**Problem description**
Scan the material and copy every line in which "played" appears.

[Start of Attachment]

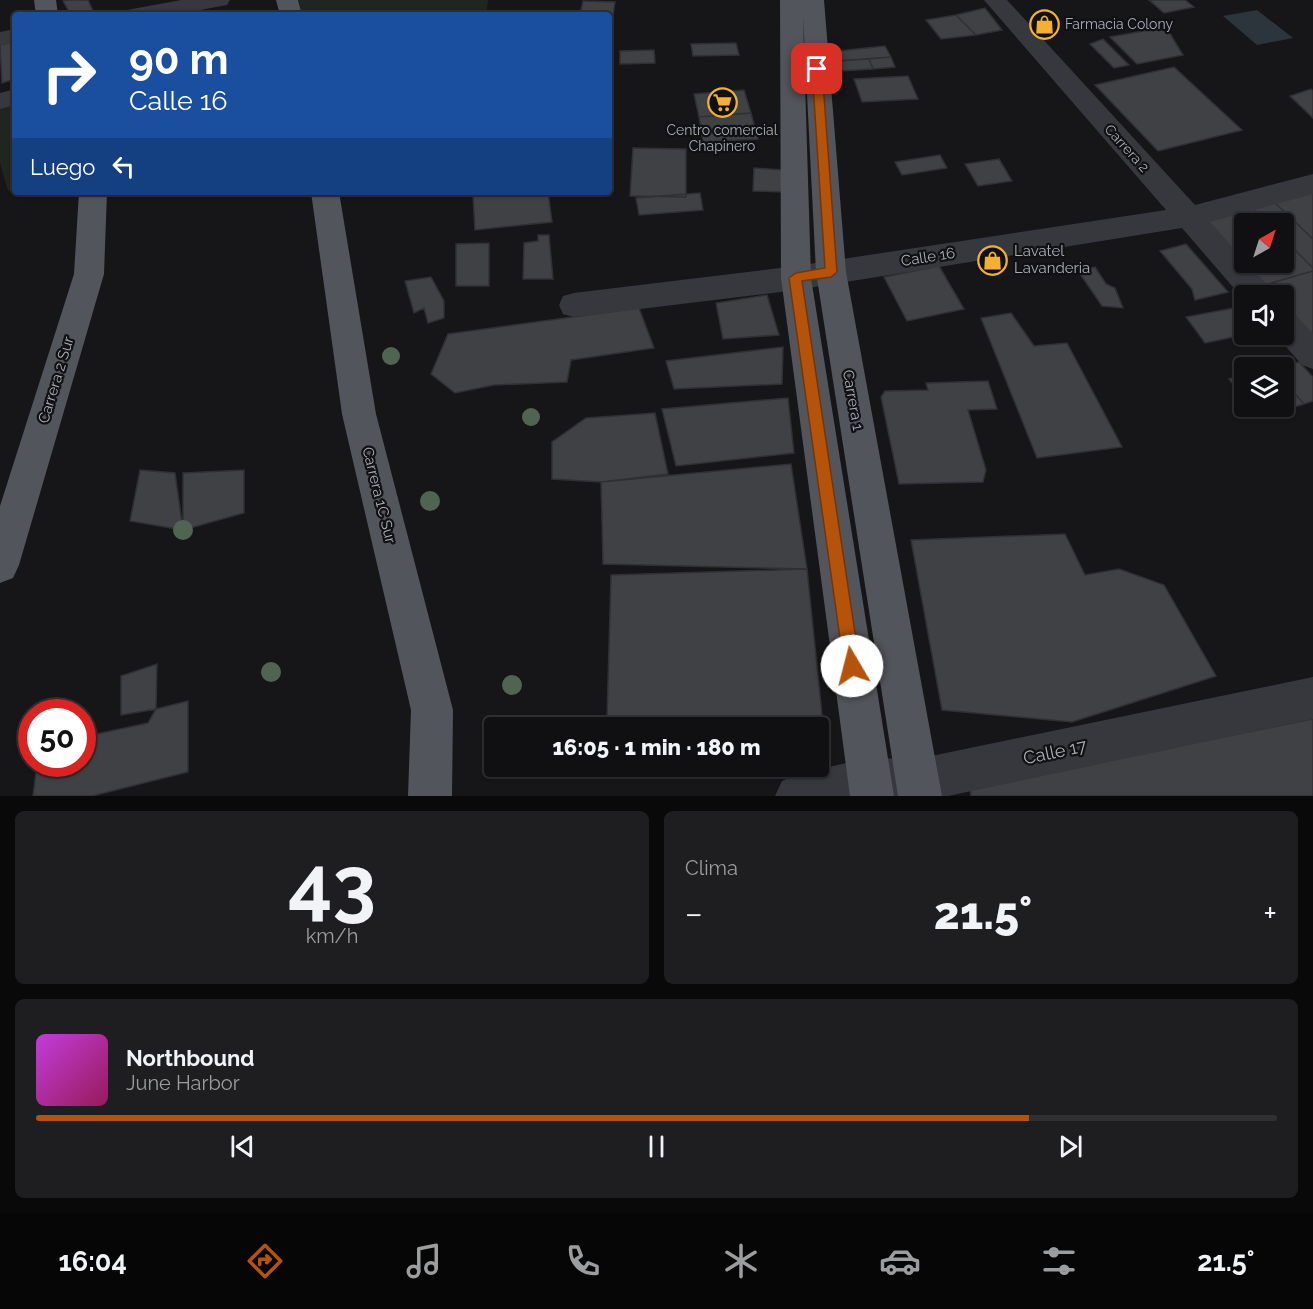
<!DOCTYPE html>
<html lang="es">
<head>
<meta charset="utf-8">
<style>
  body { margin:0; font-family:Raleway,sans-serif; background:#1e1e20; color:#f1f3f6; height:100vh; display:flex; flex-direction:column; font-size:22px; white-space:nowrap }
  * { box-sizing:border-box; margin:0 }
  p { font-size:20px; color:#9c9d9f }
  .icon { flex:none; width:33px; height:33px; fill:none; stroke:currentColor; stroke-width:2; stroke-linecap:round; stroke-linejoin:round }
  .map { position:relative; height:796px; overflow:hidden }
  .sheet { display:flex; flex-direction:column; gap:15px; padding:15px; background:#09090a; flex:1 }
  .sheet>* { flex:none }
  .top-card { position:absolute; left:12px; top:12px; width:600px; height:183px; border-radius:6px; box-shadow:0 2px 4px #0004,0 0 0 2px #303032; background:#1a4fa0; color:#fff; overflow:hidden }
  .needle { width:39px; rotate:39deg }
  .buttons { position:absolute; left:1234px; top:213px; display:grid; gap:12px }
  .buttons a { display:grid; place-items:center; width:60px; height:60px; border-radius:6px; background:#101012; box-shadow:0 2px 4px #0004,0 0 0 2px #303032; font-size:30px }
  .speed { position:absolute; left:18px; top:699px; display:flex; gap:12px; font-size:30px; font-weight:700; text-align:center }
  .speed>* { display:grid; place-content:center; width:78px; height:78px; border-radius:50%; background:#101012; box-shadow:0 2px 4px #0004,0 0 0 2px #303032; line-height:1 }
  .speed .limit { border:9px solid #d22; background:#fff; color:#111 }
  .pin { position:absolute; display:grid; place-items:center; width:51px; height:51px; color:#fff; margin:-26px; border-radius:12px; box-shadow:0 3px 9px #0006 }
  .me { position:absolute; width:66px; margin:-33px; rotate:352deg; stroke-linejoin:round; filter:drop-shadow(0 0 4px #0008) }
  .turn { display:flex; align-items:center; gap:21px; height:126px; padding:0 18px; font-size:27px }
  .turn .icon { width:78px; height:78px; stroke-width:2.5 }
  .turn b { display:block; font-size:42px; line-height:51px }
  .then { display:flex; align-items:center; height:57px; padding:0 18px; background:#0003; gap:12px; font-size:22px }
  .big { font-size:45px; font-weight:800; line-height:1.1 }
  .sheet .card { flex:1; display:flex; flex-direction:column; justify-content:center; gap:9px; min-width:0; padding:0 21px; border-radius:9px; background:#1e1e20 }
  .sheet .dial { align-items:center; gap:0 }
  .dial b { font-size:78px; line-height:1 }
  .song { display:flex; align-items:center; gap:18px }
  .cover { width:72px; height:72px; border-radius:9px; background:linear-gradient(135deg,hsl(290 70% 55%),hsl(330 70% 35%)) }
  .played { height:6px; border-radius:3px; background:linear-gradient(90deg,#b45309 80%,#303032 80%) }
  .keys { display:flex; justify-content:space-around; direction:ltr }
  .heat { display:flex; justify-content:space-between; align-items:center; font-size:33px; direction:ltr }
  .sheet .tiles { flex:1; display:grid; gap:15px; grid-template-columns:1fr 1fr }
  .card:last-child { grid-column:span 2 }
  .trip { position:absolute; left:484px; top:717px; width:345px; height:60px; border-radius:6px; background:#101012; box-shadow:0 2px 4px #0004,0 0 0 2px #303032; font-weight:800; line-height:60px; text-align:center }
  .tabs { display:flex; height:96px; justify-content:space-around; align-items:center; background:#060607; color:#9c9d9f }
  .tabs .icon { width:42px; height:42px }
  .tabs .current { color:#b45309 }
  .tabs b { font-size:27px; color:#f1f3f6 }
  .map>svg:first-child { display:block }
  .green { fill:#1e261f }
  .water { fill:#2c353c }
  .building { fill:#404145; stroke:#303034; stroke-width:1.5 }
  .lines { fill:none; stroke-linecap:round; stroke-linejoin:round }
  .minor { fill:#37383d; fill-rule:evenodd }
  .major { fill:#53555c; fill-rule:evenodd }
  .tree { fill:#506452 }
  .route { fill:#b45309; stroke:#753606; stroke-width:1.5 }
  .labels { text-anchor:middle; stroke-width:4.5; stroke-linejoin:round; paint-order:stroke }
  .far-poi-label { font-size:14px; fill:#a8adb8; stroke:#111113; text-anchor:start }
  .far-street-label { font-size:14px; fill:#a8adb8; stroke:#111113 }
  .poi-label { font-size:15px; fill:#a8adb8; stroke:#111113; text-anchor:start }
  .street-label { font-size:15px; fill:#a8adb8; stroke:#111113 }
  .near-street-label { font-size:18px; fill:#a8adb8; stroke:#111113 }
</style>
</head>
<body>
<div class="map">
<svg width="1313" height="796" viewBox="0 0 1313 796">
  <rect width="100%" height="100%" fill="#161618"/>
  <path class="green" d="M299,0H488L486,15H302Z
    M15,98V189L8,191L0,163V102Z"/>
  <path class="water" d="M1257,10L1293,38L1257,45L1223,16Z"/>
  <path class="building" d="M67,0H88L93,11L71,15L63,1Z
    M1149,0H1185L1194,7L1164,13Z
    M583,1L615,2L609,42V15H580Z
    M985,8L1002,30L976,35L956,15Z
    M956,15L976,35L941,39L926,20Z
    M1166,27L1183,55L1137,64L1110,37Z
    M1103,39L1129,65L1114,68L1090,44Z
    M15,41V79L2,83L0,45Z
    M736,43L739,55L693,56L691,44Z
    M885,46L891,57L836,61L838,51Z
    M654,50L655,63L620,64V51Z
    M891,57L895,67L873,69L869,59Z
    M869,59L873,69L840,71L836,61Z
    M1174,67L1242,130L1158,151L1095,85Z
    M908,76L918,99L862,102L854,79Z
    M1311,89L1313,91V118L1290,96Z
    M744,90L751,113L699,117L694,94Z
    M751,113L758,139L703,142L699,117Z
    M633,148L686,149V197L630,196Z
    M940,155L947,168L902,175L895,162Z
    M999,159L1012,181L978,186L965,164Z
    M754,168L784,170V192L753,191Z
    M1313,191V239L1273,201Z
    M522,192H548L552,222L475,230L473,196Z
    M700,193L703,210L639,215L636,198Z
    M1273,201L1313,239V268L1284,239V224H1268L1252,207Z
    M1252,207L1268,224H1245V254L1234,257L1200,221Z
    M538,235H549L553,279H523L524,243L538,241Z
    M1287,242L1313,268V271L1261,286L1234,257L1245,254V262H1284V243Z
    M489,243V286H456V244Z
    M1186,244L1228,292L1195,300L1192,289L1160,251Z
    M939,266L964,309L907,321L884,277Z
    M1095,267L1106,284L1115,288L1123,308L1102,306L1078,271Z
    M1313,271V340L1284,310V296H1271L1261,286Z
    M431,277L444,301V318L428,323L424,308L414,313L405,281Z
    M767,295L779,335L723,339L716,303Z
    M1245,306V334H1248L1205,343L1186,317Z
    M639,308L654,348L571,360L567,382L494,385L455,393L431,374L448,334Z
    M1011,313L1034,346L1067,343L1122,447L1037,458L981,318Z
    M783,347L782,384L674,389L666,361Z
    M1299,362L1313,377V401L1304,404L1284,381V368L1273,367Z
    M1245,375V399L1229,379Z
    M988,381L997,409L968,410L986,470L983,482L899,484L881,397L885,391L928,390L926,383Z
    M1284,381L1304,404L1259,417L1251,406H1284Z
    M788,398L794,453L676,466L662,409Z
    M655,413L668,474L601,482L552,479V442L586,418Z
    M791,464L807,569L603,564L601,482Z
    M140,470L175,473L183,530L130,521Z
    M244,470V513L183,530V473Z
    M1065,534L1085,575L1119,569L1164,585L1216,676L1072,722L942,710L911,540Z
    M807,569L823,724L607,718L611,575Z
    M157,664L156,709L121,715V676Z
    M188,701V772L92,796H33L37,764H82V737L148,723L156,709Z
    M1313,719V796H971L970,787Z"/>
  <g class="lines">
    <path class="minor" d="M181,0H230L227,5L173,15H124L127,10Z
      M984,0H1007L1195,205L1313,174V194L1210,222L1270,288L1274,296H1245V301L1182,228L796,290L574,317L563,314L559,305L563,296L574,293L796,266L1166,210Z
      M15,29V43L0,46V32Z
      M15,89V105L0,109V93Z
      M1284,310L1295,314L1313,334V369L1302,365L1275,334H1284Z
      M1313,677V719L948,796H775L782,781L797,774L869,758L917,759Z"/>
    <path class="major" d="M34,0H56L58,15H36Z
      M276,0H298L302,15H280Z
      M780,0H824L846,272L942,796H898L816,272L803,16L811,278L894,796H850L781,278Z
      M79,192H107L104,274L19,565L13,578L0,583V506L74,274Z
      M311,192H339L376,414L453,710L452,796H408L411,710L342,414Z"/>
  </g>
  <g class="tree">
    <circle cx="391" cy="356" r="9"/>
    <circle cx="531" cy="417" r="9"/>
    <circle cx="430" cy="501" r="10"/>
    <circle cx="183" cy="530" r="10"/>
    <circle cx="271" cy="672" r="10"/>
    <circle cx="512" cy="685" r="10"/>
  </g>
  <path class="route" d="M817,66L822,69L837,272L831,277L802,281L860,666L858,672L852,674L846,672L844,666L789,278L796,273L825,268L812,69Z"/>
  <defs>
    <symbol id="shop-ring" viewBox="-11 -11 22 22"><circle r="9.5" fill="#111113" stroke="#f2b134" stroke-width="1.5"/><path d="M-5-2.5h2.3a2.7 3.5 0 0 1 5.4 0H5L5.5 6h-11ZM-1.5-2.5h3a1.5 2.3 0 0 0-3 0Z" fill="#f2b134"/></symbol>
    <symbol id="supermarket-ring" viewBox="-11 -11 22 22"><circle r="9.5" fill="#111113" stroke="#f2b134" stroke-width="1.5"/><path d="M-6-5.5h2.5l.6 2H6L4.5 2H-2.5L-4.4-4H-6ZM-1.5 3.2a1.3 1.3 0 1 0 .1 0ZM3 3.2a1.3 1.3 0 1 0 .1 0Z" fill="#f2b134"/></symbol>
  </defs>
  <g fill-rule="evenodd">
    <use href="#shop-ring" x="1028" y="8" width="33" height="33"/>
    <use href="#supermarket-ring" x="706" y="86" width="33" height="33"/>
    <use href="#shop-ring" x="976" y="244" width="33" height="33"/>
  </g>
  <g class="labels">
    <g class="far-poi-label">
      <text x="1065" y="29">Farmacia Colony</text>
      <text x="722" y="135" text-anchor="middle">Centro comercial<tspan x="722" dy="16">Chapinero</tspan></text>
    </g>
    <g class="far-street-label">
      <text transform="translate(1127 148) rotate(48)" y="5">Carrera 2</text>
    </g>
    <g class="poi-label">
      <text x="1014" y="256">Lavatel<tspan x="1014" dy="17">Lavanderia</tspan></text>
    </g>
    <g class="street-label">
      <text transform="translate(928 257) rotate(-9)" y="5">Calle 16</text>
      <text transform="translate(56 380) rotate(-73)" y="5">Carrera 2 Sur</text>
      <text transform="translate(853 400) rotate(80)" y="5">Carrera 1</text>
      <text transform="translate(379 495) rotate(76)" y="5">Carrera 1C Sur</text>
    </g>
    <g class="near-street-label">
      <text transform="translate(1055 752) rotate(-12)" y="6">Calle 17</text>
    </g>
  </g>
</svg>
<div class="buttons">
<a><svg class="needle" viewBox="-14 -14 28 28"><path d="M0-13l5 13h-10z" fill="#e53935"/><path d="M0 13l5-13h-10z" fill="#9c9d9f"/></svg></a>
<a><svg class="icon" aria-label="sound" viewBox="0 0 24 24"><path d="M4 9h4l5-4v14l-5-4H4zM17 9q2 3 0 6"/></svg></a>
<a><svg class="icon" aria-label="layers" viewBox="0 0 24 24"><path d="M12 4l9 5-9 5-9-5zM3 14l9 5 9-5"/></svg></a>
</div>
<div class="speed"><div class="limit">50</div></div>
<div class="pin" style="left:817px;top:69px;background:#d93025"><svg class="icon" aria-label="arrive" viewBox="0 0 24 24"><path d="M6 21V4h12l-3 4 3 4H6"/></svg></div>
<svg class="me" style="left:852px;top:666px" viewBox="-20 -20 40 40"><circle r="19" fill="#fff"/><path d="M0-13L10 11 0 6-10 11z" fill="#b45309"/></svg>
<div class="trip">16:05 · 1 min · 180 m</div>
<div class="top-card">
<div class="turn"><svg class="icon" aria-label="right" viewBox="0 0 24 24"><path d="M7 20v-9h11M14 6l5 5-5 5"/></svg><div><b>90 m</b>Calle 16</div></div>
<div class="then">Luego<svg class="icon" aria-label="left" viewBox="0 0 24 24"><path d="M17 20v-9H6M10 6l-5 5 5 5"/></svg></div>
</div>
</div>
<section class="sheet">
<div class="tiles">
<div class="card dial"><b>43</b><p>km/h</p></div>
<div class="card"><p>Clima</p>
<div class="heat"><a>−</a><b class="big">21.5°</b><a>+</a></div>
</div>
<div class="card">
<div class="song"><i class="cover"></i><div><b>Northbound</b><p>June Harbor</p></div></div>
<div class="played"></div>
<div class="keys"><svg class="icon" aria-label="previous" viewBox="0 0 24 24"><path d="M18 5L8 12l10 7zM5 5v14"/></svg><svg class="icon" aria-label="pause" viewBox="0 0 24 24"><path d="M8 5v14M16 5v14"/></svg><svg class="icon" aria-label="next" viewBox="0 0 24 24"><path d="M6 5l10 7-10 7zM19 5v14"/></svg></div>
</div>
</div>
</section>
<nav class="tabs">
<b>16:04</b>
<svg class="icon current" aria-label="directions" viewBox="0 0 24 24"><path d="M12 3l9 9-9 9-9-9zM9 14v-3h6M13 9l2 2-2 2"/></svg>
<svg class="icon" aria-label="music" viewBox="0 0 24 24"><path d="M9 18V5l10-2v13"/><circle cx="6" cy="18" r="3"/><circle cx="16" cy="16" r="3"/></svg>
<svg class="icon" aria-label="phone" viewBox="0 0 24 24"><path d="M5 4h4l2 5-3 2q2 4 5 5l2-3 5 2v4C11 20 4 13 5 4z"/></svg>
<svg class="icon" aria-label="climate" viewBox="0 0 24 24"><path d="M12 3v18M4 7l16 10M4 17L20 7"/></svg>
<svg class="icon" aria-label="car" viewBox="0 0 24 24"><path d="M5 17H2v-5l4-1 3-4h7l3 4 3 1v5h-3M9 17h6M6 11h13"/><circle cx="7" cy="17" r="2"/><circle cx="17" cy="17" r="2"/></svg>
<svg class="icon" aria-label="filters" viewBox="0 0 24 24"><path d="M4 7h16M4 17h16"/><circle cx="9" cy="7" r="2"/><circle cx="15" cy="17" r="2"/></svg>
<b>21.5°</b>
</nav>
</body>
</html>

[End of Attachment]

**Solved exercise**
  .played { height:6px; border-radius:3px; background:linear-gradient(90deg,#b45309 80%,#303032 80%) }
<div class="played"></div>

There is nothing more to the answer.